Problem:
Scan the material below for every line with the string "from", and copy those lines.

Input records:
Start of Block
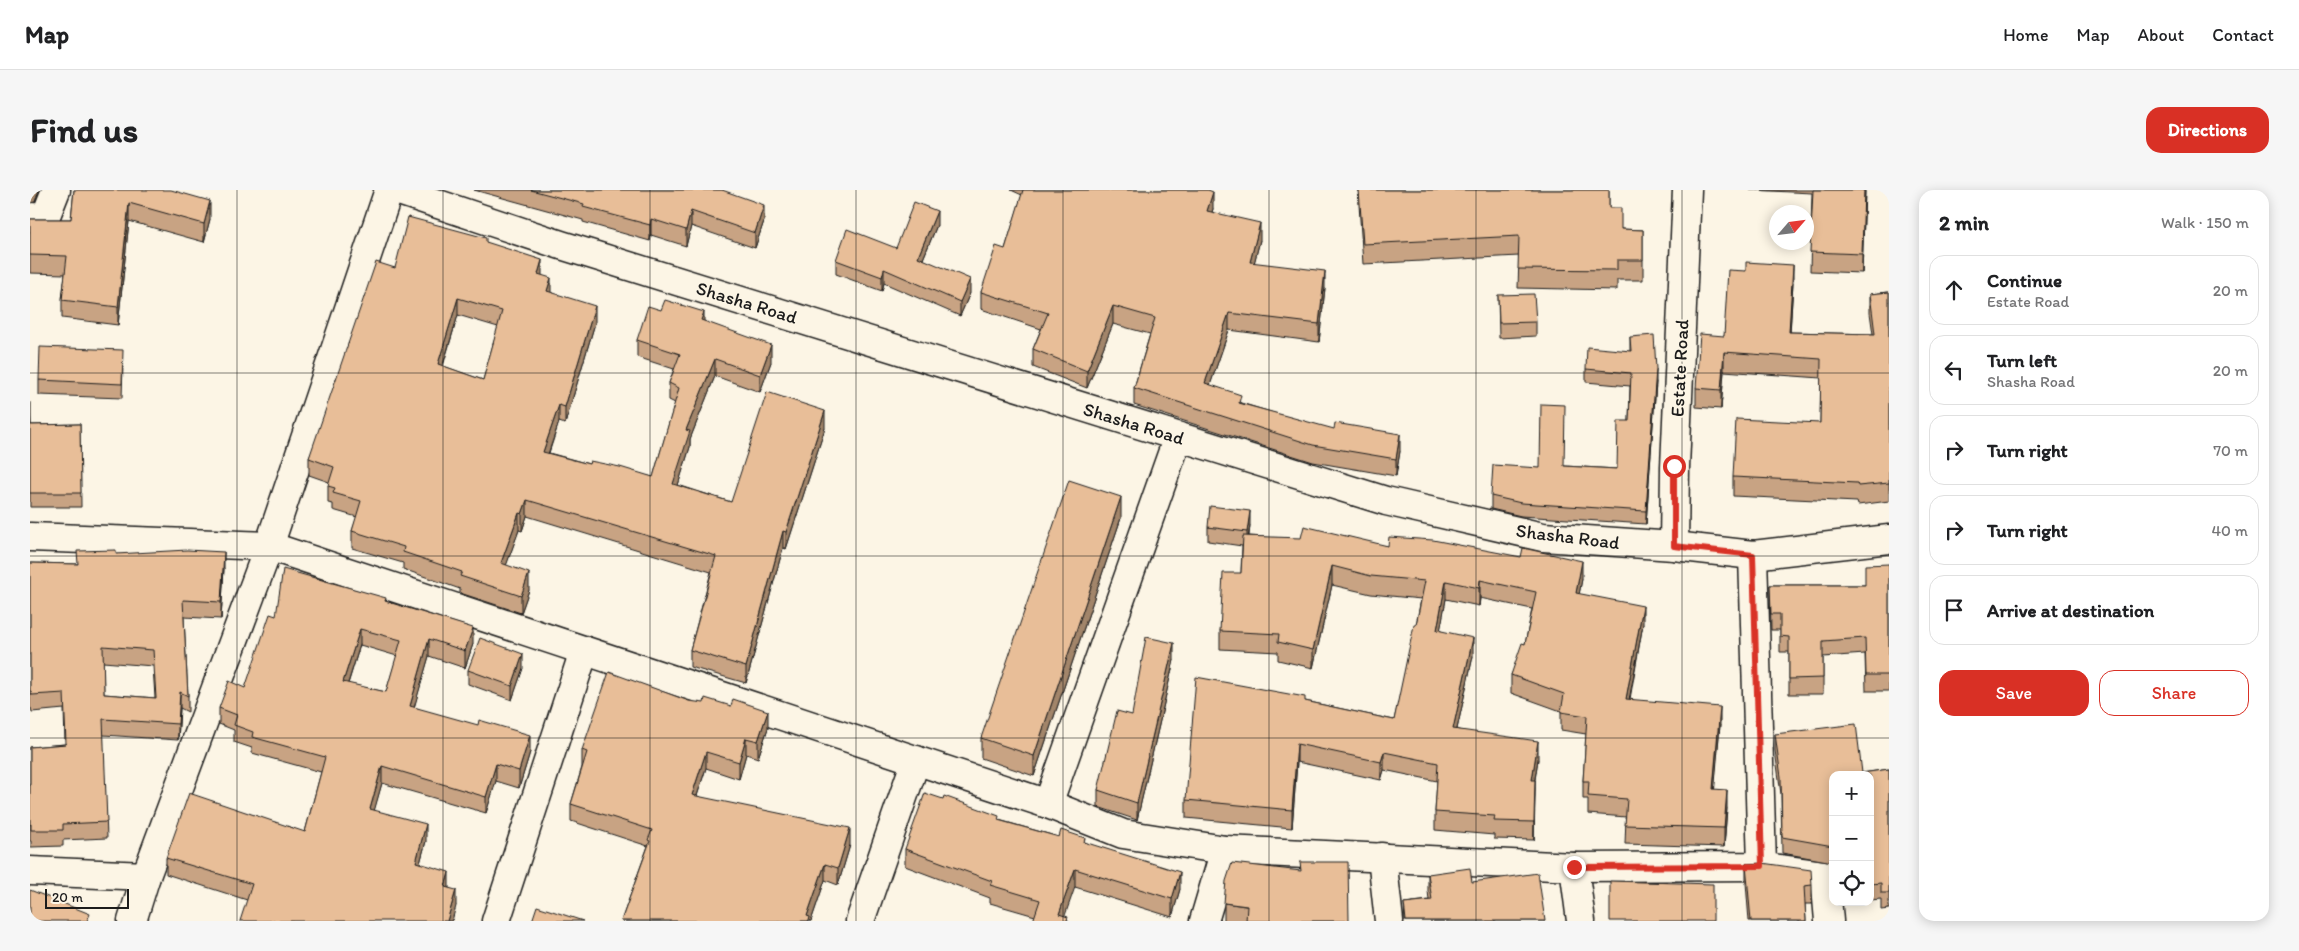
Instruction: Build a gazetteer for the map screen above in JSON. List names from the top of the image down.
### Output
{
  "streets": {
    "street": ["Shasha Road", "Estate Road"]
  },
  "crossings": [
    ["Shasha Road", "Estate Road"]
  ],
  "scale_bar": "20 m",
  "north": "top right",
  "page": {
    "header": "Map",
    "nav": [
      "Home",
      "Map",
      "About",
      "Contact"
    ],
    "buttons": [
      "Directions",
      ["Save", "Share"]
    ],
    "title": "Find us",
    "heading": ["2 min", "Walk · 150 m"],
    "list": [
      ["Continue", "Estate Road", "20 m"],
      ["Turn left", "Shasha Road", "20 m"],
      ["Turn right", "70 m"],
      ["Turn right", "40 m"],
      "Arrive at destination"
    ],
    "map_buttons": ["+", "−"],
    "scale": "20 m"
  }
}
End of Block
Start of Block
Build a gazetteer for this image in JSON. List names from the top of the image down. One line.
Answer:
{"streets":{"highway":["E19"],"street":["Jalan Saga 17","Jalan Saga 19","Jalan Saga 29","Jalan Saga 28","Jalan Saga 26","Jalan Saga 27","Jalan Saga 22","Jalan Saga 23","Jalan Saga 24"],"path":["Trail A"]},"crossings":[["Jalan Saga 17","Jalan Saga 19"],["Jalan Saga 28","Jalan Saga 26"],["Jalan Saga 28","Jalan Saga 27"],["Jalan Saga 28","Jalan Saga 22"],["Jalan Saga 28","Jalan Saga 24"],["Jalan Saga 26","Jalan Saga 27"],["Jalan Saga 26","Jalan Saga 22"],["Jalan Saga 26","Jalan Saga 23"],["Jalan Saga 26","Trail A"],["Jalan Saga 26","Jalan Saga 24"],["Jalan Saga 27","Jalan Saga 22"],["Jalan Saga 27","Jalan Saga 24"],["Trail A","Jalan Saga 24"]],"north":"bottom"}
End of Block
Start of Block
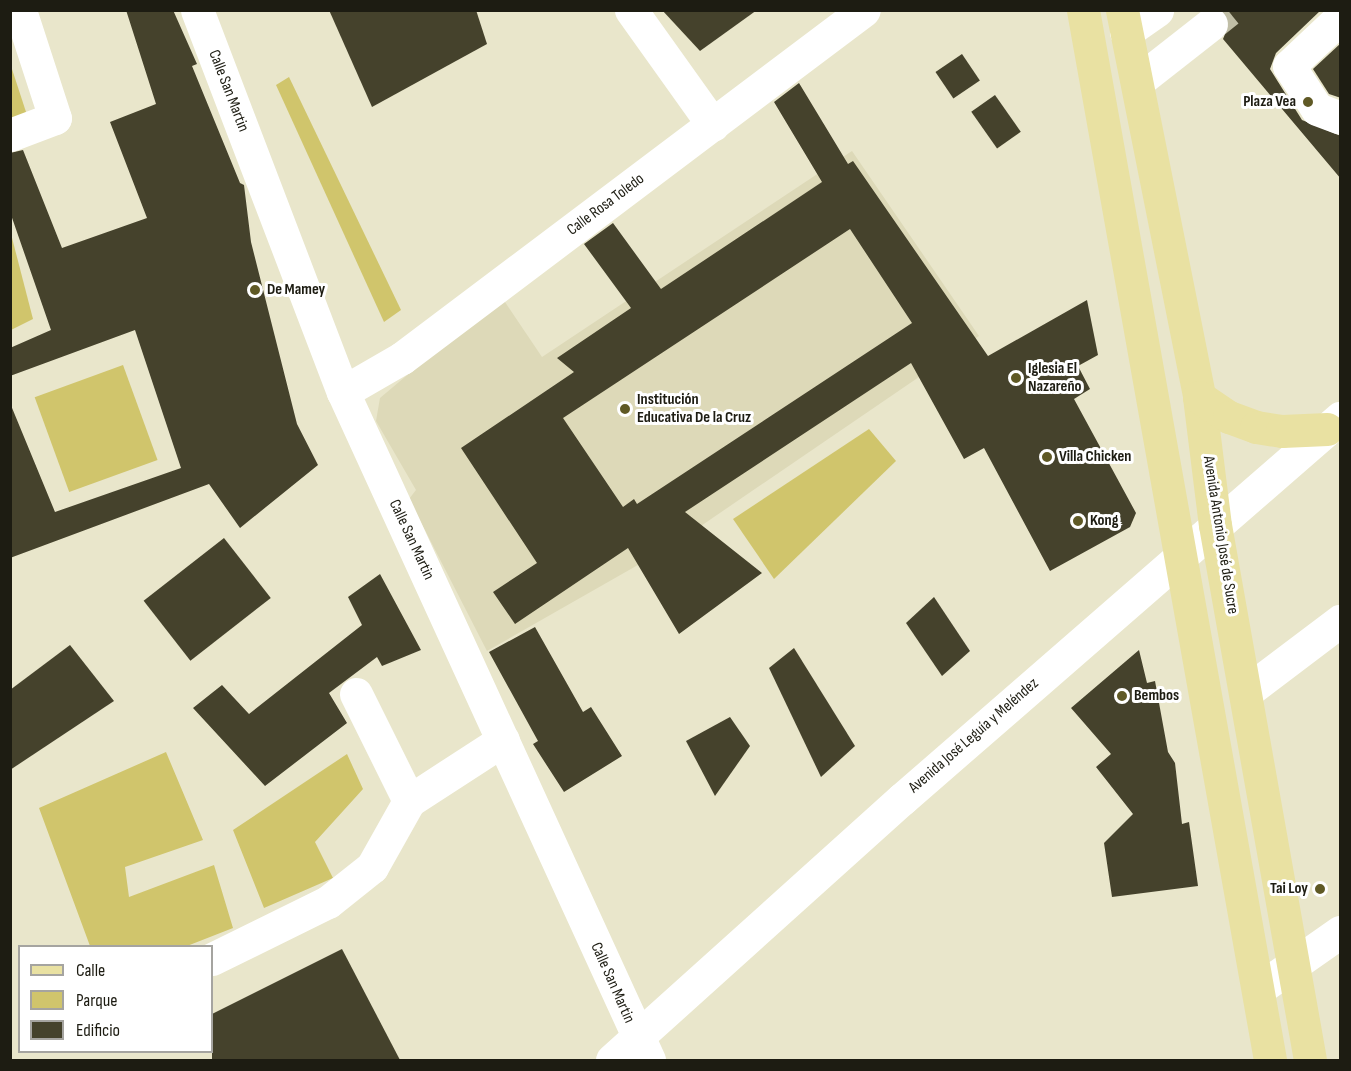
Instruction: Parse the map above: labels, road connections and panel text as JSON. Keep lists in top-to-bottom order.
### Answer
End of Block
Reply to the exercise:
Instruction: Build a gazetteer for the map screen above in JSON. List names from the top of the image down.
Build a gazetteer for this image in JSON. List names from the top of the image down. One line.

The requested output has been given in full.